Understanding flares in her eyes, and when she steps closer, I can smell her perfume mixed with everything around us.
“Then claim me,” she whispers.
I take a step back. “It’s the killing talking.”
“What?”
“This feeling—the need to fuck after violence. It happens every time you kill someone who deserves it.” I run a hand through
my hair, trying to create distance between us. “Your blood is still running hot from what happened in the basement. You think
you want this, but it’s just adrenaline.”
She steps closer, closing the gap I tried to create. “Don’t tell me what I’m feeling.”
“Saylor—”
“No.” Her voice is firm, her dark eyes blazing.
“Don’t you dare use my inexperience against me.
Don’t patronize me by saying I don’t know my own mind.
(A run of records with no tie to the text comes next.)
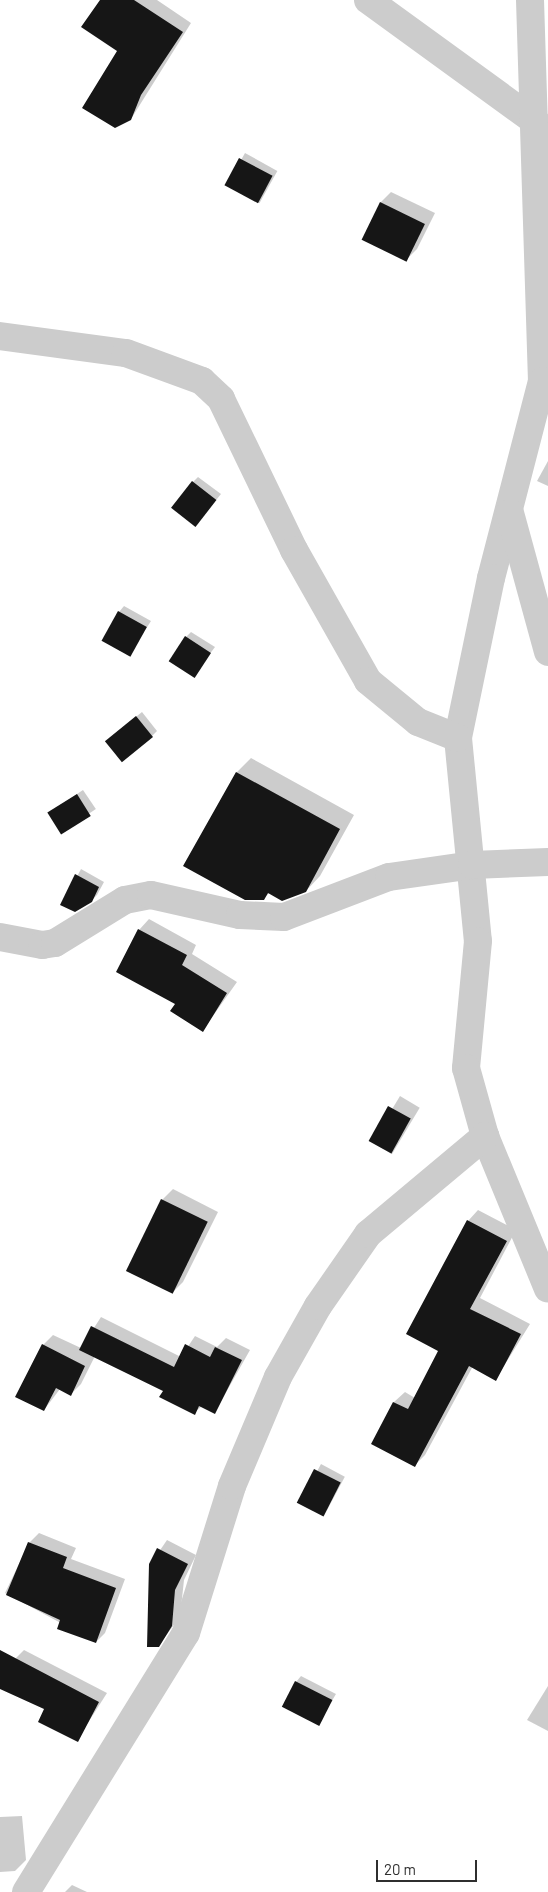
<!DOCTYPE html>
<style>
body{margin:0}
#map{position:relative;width:548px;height:1892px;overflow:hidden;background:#fff;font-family:Barlow,sans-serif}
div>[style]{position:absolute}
.shadow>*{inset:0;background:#0003;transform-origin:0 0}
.building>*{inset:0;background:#161616;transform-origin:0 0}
.minor>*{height:28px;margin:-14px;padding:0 14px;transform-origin:14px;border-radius:14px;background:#ccc}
span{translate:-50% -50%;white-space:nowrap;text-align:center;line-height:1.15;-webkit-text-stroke:5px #fff;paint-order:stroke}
.scale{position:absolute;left:376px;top:1860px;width:101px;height:22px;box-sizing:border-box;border:2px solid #2f2f2f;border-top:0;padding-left:6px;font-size:15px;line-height:18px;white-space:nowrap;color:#2f2f2f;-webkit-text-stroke:4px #fff;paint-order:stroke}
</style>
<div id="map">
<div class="shadow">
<i style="clip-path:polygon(103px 0,157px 0,191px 23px,131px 119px,118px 51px)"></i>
<i style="left:245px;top:153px;width:37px;height:37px;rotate:29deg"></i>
<i style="clip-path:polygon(391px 192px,435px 213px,417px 249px,406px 260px,363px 238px,381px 202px)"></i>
<i style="clip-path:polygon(548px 461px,548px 486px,537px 481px)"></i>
<i style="clip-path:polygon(198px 477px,221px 494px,200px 520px,193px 482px)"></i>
<i style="clip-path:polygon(124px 606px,151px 621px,130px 654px,119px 612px)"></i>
<i style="clip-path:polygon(191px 632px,215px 647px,194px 675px,186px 637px)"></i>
<i style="clip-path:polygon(142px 712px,157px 731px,152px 736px,112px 736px)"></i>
<i style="clip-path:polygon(251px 758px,354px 815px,320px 876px,306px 891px,269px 893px,263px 899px,185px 865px,237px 772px)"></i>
<i style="left:83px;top:790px;width:23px;height:40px;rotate:56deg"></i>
<i style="clip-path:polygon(81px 869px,104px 882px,97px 895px,91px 901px,62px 905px)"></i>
<i style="clip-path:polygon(149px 919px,196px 945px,192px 954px,237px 982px,203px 1030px,176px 1003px,139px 930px)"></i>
<i style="left:400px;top:1096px;width:23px;height:54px;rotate:31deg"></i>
<i style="clip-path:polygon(173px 1189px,218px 1212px,183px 1282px,173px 1292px,162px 1200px)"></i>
<i style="clip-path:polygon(478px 1210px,516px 1230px,480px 1298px,530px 1324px,496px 1379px,473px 1366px,425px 1455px,414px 1466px,373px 1444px,394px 1402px,405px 1392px,415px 1398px,440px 1350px,468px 1221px)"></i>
<i style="clip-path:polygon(101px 1317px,181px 1357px,195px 1336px,217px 1347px,226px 1338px,250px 1350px,215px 1412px,202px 1406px,194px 1413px,164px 1390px,95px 1356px,81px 1384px,71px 1394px,60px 1389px,44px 1410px,43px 1345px,53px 1335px,81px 1348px)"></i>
<i style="left:321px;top:1464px;width:27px;height:44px;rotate:28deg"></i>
<i style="clip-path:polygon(39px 1533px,76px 1548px,71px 1559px,125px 1579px,105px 1633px,96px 1642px,5px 1593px,29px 1543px)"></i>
<i style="clip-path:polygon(167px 1540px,196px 1555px,184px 1580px,180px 1617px,158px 1646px,150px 1565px)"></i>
<i style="clip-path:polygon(24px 1650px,107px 1693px,77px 1740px,46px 1709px,16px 1658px)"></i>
<i style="clip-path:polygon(301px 1676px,336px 1694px,318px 1724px,296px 1682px)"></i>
<i style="clip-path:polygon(548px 1686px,548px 1731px,527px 1720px)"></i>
<i style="clip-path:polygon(22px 1816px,26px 1860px,15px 1871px,0 1872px,0 1817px)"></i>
<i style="clip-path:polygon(72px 1885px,87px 1892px,65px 1892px)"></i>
</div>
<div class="building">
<i style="clip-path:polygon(100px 0,134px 0,183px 32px,141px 95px,131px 120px,115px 128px,82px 108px,117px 51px,81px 27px)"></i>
<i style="left:239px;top:158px;width:38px;height:31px;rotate:28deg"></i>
<i style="left:380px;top:202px;width:50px;height:42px;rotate:26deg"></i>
<i style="left:192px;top:481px;width:31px;height:34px;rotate:38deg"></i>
<i style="left:118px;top:611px;width:33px;height:34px;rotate:29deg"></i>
<i style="left:185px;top:636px;width:31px;height:30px;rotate:33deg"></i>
<i style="left:136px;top:716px;width:27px;height:40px;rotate:51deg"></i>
<i style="clip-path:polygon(236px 772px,340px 829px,306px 892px,282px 901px,268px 893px,264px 900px,245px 900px,183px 866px)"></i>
<i style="left:77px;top:794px;width:26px;height:35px;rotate:58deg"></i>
<i style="clip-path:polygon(75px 874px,99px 887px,92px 902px,75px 912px,60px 905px)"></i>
<i style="clip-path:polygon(138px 929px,187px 955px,182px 965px,227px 993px,203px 1032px,170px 1011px,175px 1004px,116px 972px)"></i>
<i style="left:388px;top:1106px;width:26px;height:40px;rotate:29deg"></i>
<i style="left:161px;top:1199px;width:52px;height:80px;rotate:26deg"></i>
<i style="clip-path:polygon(467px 1220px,507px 1241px,470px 1309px,521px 1334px,496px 1381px,469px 1366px,415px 1467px,371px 1444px,393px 1402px,408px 1409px,438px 1351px,406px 1334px)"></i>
<i style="clip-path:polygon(91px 1326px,174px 1367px,185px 1344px,210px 1357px,215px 1347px,242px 1360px,215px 1414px,199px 1406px,195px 1415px,159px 1397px,163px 1391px,79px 1350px)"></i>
<i style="clip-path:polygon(42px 1344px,85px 1366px,71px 1396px,56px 1388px,44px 1411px,15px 1397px)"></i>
<i style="left:314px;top:1469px;width:30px;height:38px;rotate:27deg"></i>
<i style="clip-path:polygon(28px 1542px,67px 1557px,63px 1568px,116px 1588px,96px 1643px,57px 1629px,60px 1620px,6px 1595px)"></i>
<i style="clip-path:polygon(157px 1548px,188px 1564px,175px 1590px,172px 1626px,159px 1647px,147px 1647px,149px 1564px)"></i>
<i style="clip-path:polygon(0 1650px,99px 1702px,78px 1742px,38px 1722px,44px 1709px,0 1689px)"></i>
<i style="left:295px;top:1681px;width:42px;height:29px;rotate:27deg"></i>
</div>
<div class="minor">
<i style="left:368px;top:0;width:208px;rotate:36deg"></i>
<i style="left:530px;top:0;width:381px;rotate:88.2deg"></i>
<i style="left:542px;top:381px;width:203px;rotate:104.5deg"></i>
<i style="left:491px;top:578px;width:163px;rotate:101.7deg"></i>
<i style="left:458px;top:738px;width:204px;rotate:84.4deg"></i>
<i style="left:478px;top:941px;width:128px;rotate:95.4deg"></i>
<i style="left:466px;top:1068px;width:71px;rotate:74.4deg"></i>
<i style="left:485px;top:1136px;width:165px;rotate:67.6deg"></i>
<i style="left:0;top:336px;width:127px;rotate:7.7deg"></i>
<i style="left:126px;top:353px;width:81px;rotate:20.2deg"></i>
<i style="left:202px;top:381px;width:26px;rotate:43deg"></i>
<i style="left:221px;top:399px;width:168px;rotate:64.2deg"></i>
<i style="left:294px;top:550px;width:150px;rotate:60.5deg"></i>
<i style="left:368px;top:681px;width:65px;rotate:39.4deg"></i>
<i style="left:418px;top:722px;width:43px;rotate:21.8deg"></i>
<i style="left:510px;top:513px;width:144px;rotate:74.7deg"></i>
<i style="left:0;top:937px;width:43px;rotate:10.8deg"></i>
<i style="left:42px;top:945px;width:13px;rotate:-9deg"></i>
<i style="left:55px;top:943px;width:82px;rotate:-31.6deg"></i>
<i style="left:125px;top:900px;width:26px;rotate:-11deg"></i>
<i style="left:151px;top:895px;width:91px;rotate:12.7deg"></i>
<i style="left:240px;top:915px;width:44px;rotate:2.6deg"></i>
<i style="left:284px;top:917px;width:112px;rotate:-20.9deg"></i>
<i style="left:389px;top:877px;width:84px;rotate:-8.2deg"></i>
<i style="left:472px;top:865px;width:76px;rotate:-2.3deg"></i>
<i style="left:26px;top:1892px;width:304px;rotate:-58.3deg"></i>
<i style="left:186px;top:1633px;width:154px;rotate:-72.6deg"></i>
<i style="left:232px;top:1486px;width:118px;rotate:-67.1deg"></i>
<i style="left:278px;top:1377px;width:81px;rotate:-60.6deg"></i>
<i style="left:318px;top:1306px;width:88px;rotate:-55.2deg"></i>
<i style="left:368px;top:1234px;width:153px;rotate:-39.9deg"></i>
</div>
<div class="scale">20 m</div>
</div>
” She reaches up, her fingers grazing the edge of my jaw.
“I wanted you before I killed Julian. I wanted you ever since I saw you watching me at the White Note. And I wanted you last night when we kissed outside my bedroom door. This isn’t about violence—it’s about you. ”
I catch her wrist, but I don’t pull her hand away. “Stop protecting me from what I want.” Her thumb brushes across my bottom
lip, and I feel my resolve cracking. “Stop protecting me from you.”
The last of my self-control snaps.
Instead of answering with words, I cup her face in my hands. Her skin is warm beneath my palms, and when she tilts her head
up to meet my gaze, I can see myself reflected in her dark eyes.
The space between us disappears as I lean down and she rises up on her toes, our mouths meeting in a kiss that tastes like
forgiveness and promises and of hunger that’s been building since the moment I first saw her sing. Her lips are soft and demanding,
and when she makes a small sound of pleasure against my mouth, something in my chest ruptures open.
This kiss is different from last night’s desperate collision outside her bedroom door. This one is deliberate, exploring,
a conversation conducted through touch and breath and the way she threads her fingers through my hair.
When we finally break apart, we’re both breathing hard, and I can see in her eyes the same hunger that’s been eating me alive
since she asked me to teach her violence.
“Tell me what you need,” I say against her ear, my hands sliding down to rest at her waist.
“You,” she says. “But not the gentleman who’s been so careful with me. I want the man who wields the axe. I want you to stop
holding back and fuck me like you mean it.”
The rose petals fall around us like rain as I kiss her again, deeper this time, with all the control I’ve been holding on
to finally slipping away.
In a greenhouse full of impossible flowers, with rose petals falling around us like blood-red rain, I can see the exact moment
Saylor stops being the good girl who ran from violence.
And becomes the woman who’s going to let me destroy her completely.